Would you transcribe exactly the lines below, starting at the one that contains "ctx.arc(x, y, 10, 0, 2 * Math.PI);" and ending with the last line, both included? Leave out all other lines.

(Stored data entries)
Start of Block

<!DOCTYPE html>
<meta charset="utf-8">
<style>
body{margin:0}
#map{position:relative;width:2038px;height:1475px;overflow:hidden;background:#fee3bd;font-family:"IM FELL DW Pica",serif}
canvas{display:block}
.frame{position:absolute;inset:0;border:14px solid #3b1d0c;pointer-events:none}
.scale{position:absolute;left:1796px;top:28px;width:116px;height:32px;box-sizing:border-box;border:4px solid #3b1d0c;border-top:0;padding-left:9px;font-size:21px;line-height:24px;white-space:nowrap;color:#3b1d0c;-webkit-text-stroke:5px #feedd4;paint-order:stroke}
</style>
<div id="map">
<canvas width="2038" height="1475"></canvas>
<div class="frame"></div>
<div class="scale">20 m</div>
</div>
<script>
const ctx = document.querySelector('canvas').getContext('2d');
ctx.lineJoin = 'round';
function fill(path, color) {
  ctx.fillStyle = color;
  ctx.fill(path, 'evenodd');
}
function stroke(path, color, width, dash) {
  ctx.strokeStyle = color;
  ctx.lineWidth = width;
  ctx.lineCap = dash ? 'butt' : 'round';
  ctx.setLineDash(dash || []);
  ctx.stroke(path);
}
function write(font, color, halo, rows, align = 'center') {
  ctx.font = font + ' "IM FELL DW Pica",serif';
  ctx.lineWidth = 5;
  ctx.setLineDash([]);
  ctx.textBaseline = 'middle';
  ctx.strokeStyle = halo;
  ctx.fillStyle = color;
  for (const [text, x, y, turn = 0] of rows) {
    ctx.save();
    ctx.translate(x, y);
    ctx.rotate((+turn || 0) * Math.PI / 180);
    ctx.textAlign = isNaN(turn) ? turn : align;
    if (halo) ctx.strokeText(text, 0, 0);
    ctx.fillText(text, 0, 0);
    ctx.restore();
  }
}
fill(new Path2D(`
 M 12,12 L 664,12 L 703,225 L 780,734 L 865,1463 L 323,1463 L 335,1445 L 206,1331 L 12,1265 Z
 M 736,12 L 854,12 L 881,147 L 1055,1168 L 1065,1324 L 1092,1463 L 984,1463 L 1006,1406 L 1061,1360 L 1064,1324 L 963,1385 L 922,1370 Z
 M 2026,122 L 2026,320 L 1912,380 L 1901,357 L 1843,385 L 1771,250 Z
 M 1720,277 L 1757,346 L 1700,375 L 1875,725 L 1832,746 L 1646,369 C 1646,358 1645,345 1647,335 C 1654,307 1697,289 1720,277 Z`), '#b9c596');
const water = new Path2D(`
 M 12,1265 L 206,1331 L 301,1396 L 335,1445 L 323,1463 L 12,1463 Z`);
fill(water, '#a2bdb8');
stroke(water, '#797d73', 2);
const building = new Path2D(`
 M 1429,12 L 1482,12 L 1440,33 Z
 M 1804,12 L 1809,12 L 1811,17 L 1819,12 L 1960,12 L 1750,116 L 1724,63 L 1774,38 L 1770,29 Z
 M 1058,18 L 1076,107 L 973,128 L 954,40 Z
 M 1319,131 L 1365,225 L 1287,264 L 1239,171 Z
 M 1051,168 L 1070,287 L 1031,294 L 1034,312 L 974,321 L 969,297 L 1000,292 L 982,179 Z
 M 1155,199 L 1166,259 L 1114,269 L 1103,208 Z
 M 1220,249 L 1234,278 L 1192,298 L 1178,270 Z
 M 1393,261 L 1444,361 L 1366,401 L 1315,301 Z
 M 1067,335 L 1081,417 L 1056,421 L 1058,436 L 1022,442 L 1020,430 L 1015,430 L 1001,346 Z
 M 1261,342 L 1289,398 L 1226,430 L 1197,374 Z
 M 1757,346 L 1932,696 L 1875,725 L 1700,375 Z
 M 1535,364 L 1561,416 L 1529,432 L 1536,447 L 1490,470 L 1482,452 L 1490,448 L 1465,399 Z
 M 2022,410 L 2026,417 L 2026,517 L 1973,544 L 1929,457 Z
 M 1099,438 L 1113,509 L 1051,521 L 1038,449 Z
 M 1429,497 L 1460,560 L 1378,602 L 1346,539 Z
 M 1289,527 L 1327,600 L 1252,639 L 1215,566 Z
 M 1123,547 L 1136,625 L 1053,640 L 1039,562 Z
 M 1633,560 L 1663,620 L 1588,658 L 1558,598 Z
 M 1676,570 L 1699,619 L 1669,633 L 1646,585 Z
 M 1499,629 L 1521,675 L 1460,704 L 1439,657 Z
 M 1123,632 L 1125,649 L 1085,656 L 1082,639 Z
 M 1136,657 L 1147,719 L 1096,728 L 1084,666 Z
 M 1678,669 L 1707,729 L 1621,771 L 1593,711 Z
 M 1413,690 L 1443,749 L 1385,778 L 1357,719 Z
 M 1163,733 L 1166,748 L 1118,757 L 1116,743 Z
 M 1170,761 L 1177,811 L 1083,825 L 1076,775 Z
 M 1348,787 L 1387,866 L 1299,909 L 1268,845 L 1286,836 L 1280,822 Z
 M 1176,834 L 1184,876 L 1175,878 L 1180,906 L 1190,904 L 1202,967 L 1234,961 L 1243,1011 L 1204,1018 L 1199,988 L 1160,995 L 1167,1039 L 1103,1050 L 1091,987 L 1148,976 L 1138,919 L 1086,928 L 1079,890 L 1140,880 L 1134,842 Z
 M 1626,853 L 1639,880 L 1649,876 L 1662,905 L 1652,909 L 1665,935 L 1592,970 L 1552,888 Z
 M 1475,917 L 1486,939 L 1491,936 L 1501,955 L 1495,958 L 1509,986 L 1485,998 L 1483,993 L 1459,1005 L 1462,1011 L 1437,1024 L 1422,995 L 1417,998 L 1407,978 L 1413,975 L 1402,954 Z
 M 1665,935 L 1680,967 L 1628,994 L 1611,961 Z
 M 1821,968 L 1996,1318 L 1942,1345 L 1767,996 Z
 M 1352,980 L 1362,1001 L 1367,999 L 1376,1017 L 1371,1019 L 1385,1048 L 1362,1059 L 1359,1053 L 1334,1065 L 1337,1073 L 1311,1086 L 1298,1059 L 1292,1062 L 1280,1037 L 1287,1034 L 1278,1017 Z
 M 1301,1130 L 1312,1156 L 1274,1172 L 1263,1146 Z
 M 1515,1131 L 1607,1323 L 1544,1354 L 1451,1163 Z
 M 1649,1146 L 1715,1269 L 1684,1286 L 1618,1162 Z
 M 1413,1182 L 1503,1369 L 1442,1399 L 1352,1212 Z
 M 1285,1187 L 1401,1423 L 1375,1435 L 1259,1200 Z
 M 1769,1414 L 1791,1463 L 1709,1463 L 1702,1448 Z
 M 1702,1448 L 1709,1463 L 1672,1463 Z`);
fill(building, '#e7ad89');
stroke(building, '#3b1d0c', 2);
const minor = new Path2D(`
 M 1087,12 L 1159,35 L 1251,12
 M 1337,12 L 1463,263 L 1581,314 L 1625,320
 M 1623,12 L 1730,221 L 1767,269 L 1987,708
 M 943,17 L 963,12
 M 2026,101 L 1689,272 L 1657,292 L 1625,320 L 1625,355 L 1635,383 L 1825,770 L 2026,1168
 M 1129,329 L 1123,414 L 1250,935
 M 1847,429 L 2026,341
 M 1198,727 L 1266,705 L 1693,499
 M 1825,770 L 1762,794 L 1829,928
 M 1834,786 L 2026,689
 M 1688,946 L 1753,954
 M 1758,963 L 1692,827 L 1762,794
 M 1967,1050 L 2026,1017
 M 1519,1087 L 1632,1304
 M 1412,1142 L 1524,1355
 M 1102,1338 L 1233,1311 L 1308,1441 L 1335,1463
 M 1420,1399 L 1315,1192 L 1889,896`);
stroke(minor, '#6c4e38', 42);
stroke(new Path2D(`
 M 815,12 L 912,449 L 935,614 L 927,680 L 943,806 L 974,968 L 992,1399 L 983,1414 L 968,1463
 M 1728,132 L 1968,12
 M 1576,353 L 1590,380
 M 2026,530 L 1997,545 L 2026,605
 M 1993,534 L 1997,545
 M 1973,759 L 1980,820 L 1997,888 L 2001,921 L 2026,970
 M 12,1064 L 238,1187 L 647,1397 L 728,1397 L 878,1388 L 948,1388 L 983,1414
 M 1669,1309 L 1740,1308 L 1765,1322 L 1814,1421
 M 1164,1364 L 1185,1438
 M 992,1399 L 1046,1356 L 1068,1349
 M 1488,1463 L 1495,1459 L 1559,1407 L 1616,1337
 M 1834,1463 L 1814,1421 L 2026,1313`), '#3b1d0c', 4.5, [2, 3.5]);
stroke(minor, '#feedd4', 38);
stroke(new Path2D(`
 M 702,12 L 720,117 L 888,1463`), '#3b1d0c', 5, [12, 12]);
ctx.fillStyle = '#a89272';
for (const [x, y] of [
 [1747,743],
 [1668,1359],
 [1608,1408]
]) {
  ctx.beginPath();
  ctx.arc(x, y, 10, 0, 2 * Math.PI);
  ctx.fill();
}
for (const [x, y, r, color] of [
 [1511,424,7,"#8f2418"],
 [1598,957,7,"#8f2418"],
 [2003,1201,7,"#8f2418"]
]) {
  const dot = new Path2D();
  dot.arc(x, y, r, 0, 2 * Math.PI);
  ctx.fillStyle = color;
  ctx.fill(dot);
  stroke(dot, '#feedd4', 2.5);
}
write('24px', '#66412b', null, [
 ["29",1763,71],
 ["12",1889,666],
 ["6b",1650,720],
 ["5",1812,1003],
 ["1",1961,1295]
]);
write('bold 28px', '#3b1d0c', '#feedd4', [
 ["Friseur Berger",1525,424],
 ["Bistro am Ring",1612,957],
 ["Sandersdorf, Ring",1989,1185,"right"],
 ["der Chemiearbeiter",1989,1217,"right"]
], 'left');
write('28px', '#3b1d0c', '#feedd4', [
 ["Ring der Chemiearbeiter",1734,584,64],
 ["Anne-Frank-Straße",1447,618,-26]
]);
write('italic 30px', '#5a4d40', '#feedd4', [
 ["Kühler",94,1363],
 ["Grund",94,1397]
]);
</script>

End of Block

■ YOUR SOLUTION ■
  ctx.arc(x, y, 10, 0, 2 * Math.PI);
  ctx.fill();
}
for (const [x, y, r, color] of [
 [1511,424,7,"#8f2418"],
 [1598,957,7,"#8f2418"],
 [2003,1201,7,"#8f2418"]
]) {
  const dot = new Path2D();
  dot.arc(x, y, r, 0, 2 * Math.PI);
  ctx.fillStyle = color;
  ctx.fill(dot);
  stroke(dot, '#feedd4', 2.5);
}
write('24px', '#66412b', null, [
 ["29",1763,71],
 ["12",1889,666],
 ["6b",1650,720],
 ["5",1812,1003],
 ["1",1961,1295]
]);
write('bold 28px', '#3b1d0c', '#feedd4', [
 ["Friseur Berger",1525,424],
 ["Bistro am Ring",1612,957],
 ["Sandersdorf, Ring",1989,1185,"right"],
 ["der Chemiearbeiter",1989,1217,"right"]
], 'left');
write('28px', '#3b1d0c', '#feedd4', [
 ["Ring der Chemiearbeiter",1734,584,64],
 ["Anne-Frank-Straße",1447,618,-26]
]);
write('italic 30px', '#5a4d40', '#feedd4', [
 ["Kühler",94,1363],
 ["Grund",94,1397]
]);
</script>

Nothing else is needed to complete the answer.